And just like that—after stints at AOL, ThisLife, and Shutterfly—Romy Macasieb became the first product manager at Walker and Company.

“I wasn’t actively looking for a job,” Romy says, “but as Tristan and I talked more, I began to see what an awesome experience it would be to work at Walker and Company, so here I am.”

Since its debut in 2013, Walker and Company has drawn attention for its unique mission: to make health and beauty simple for people of color. Their flagship product, the Bevel Shave System, is designed for those who usually suffer skin irritation or razor bumps from shaving. Bevel is available as a subscription: folks pay monthly and receive new product quarterly.

Until very recently, Walker and Company was short a growth lead or a data scientist to handle analytical tasks. As product manager, Romy helped pick up some duties—chief among them: helping Walker and Company transition from metrics available in out-of-the-box tools to metrics specifically tailored to their business.

In this interview, Romy talks about the analytics tools Walker and Company uses, their process for defining metrics, and how they stayed data-informed in the days before a dedicated growth lead.

Romy Macasieb

Analytics stack

What analytics tools do you use?

At a session level, I use Google Analytics for measuring uniques and page views, etc. One level deeper, we use Mixpanel and Heap Analytics for conversion and funnel metrics—like if someone visits getbevel.com, goes through the different pages, and then checks out. I spend a lot of time in those two services, looking at a bunch of different funnels I've bookmarked.

With Heap, we drill down on customer engagement and attribution. We can look at initial and last touch attribution which is helpful in understanding who converts, and why. We’re actively working on multi-touch to get deeper understandings.

For the most detailed analysis, we use Mode to slice and dice things like churn, conversion, and revenue. By channel, who are our highest LTV customers, what do margins look like, and cost of goods? We have a few reports that we continuously look at: revenue, orders by channel, LTV, etc. It's where metrics uniquely tailored to our business live.

Were all these tools in place before you got to Walker and Company?

Google Analytics and Mixpanel were up and running before I arrived. Those are pretty standard.

We were also relying on the consulting team over at RJMetrics. We'd tell them “We want to analyze this set of data” and their team would run reports for us.

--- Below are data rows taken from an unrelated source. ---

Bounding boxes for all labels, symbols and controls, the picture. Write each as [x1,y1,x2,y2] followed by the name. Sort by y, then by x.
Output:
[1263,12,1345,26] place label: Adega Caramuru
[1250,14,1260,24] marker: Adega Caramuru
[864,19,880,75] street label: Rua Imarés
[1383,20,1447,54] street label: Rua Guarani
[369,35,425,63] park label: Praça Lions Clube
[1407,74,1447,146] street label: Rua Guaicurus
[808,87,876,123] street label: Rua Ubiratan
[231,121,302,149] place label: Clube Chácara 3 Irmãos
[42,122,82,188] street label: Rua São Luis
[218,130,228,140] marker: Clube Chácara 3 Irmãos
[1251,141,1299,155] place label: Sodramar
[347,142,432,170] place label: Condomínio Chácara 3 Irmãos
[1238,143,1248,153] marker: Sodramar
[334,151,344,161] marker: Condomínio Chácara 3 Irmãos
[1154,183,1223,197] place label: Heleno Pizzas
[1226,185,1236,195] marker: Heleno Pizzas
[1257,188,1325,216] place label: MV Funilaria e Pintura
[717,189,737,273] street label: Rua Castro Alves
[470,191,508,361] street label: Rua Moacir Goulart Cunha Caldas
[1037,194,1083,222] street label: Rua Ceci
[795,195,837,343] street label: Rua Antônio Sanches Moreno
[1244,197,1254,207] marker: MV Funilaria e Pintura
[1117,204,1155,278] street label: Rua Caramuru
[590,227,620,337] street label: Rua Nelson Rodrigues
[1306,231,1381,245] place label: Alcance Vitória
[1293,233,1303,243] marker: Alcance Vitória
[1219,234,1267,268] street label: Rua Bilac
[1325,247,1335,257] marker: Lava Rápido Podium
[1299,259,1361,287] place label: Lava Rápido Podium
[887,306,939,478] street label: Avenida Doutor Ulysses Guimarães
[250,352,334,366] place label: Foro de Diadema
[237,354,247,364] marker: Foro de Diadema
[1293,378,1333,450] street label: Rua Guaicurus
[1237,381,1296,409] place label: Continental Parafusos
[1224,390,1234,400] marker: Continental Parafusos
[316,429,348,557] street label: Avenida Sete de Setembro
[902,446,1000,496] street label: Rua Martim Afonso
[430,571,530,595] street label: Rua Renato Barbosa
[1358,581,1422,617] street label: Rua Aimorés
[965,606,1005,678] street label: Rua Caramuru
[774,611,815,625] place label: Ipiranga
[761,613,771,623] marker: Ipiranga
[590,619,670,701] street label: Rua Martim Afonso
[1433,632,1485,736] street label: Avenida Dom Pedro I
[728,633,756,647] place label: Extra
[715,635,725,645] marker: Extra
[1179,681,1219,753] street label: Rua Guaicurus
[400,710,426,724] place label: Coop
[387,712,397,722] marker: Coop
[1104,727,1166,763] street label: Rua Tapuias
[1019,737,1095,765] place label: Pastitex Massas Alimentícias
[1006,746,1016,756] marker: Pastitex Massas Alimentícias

RJMetrics worked well in the beginning, but as we grew, we needed to make sure no metrics were housed in a black box. We needed to take more control over how we defined metrics and how they were quality assured. Bevel is a bit different than a typical subscription business. It's not the constant rhythm of paying the same price every month and getting a product every month. You pay monthly, we ship quarterly. Month one you send in a payment that includes shipping and handling, and you get a box. Month two and three, you're just paying for the product. Then the cycle repeats. A customer can pause payment if they feel like they have too much product.

We started using Mode as we worked to define our own metrics. To trust the data, we knew we'd have to do all the work on our own. We knew when the data was right, and when it was wrong, we knew what to do to make it right.

Walker and Company Lobby

Defining metrics

How do you share data at Walker and Company and how do you let the rest of the company know what decisions you've made?

Walker and Company is very transparent. We have this rule: if you have more than two people in a meeting, you have to send notes from the meeting out to the entire company with action items. Every Monday morning, every employee sends out snippets sharing what they did last week and what they're doing this week. And at the end of each week, the product team sends out a weekly status. Each of these touch points is an opportunity to share data.

When I create reports, I don't just share them out. I talk first. And to be clear, for most of our Mode reports, we have an engineer go deep, in which case, they talk first. It's very easy to share a link to a chart and just hope that the person on the receiving end understands what that chart is saying. It's not just telling the story, but how we tell it, that matters.

So how do you tell that story? What do you talk about?

I get together with my peers in the same room, and we'll review the data and try to land on definition of a particular metric and what we want to get from it.

For instance, customers can pause their subscriptions. But, if a customer pauses, they still have to pay for the product they’ve received. The finance team would want to know how this impacts revenue. The product team obviously cares about revenue too, but we’d want to actually understand why and when customers pause—if we notice they’re pausing really early or really late in a cycle, this could drive us to build different user experiences. Subtle tweak in the report, but it’d tell two different stories.

We don’t always know that a report could be built in a different way, to help other teams. So, we meet, understand business needs, and then work with engineering to figure out how we actually get the data to calculate the metrics we've discussed. An initiative is not complete until we all circle back together to discuss the report as a team.

Who's in the room when you're figuring out how to define a metric?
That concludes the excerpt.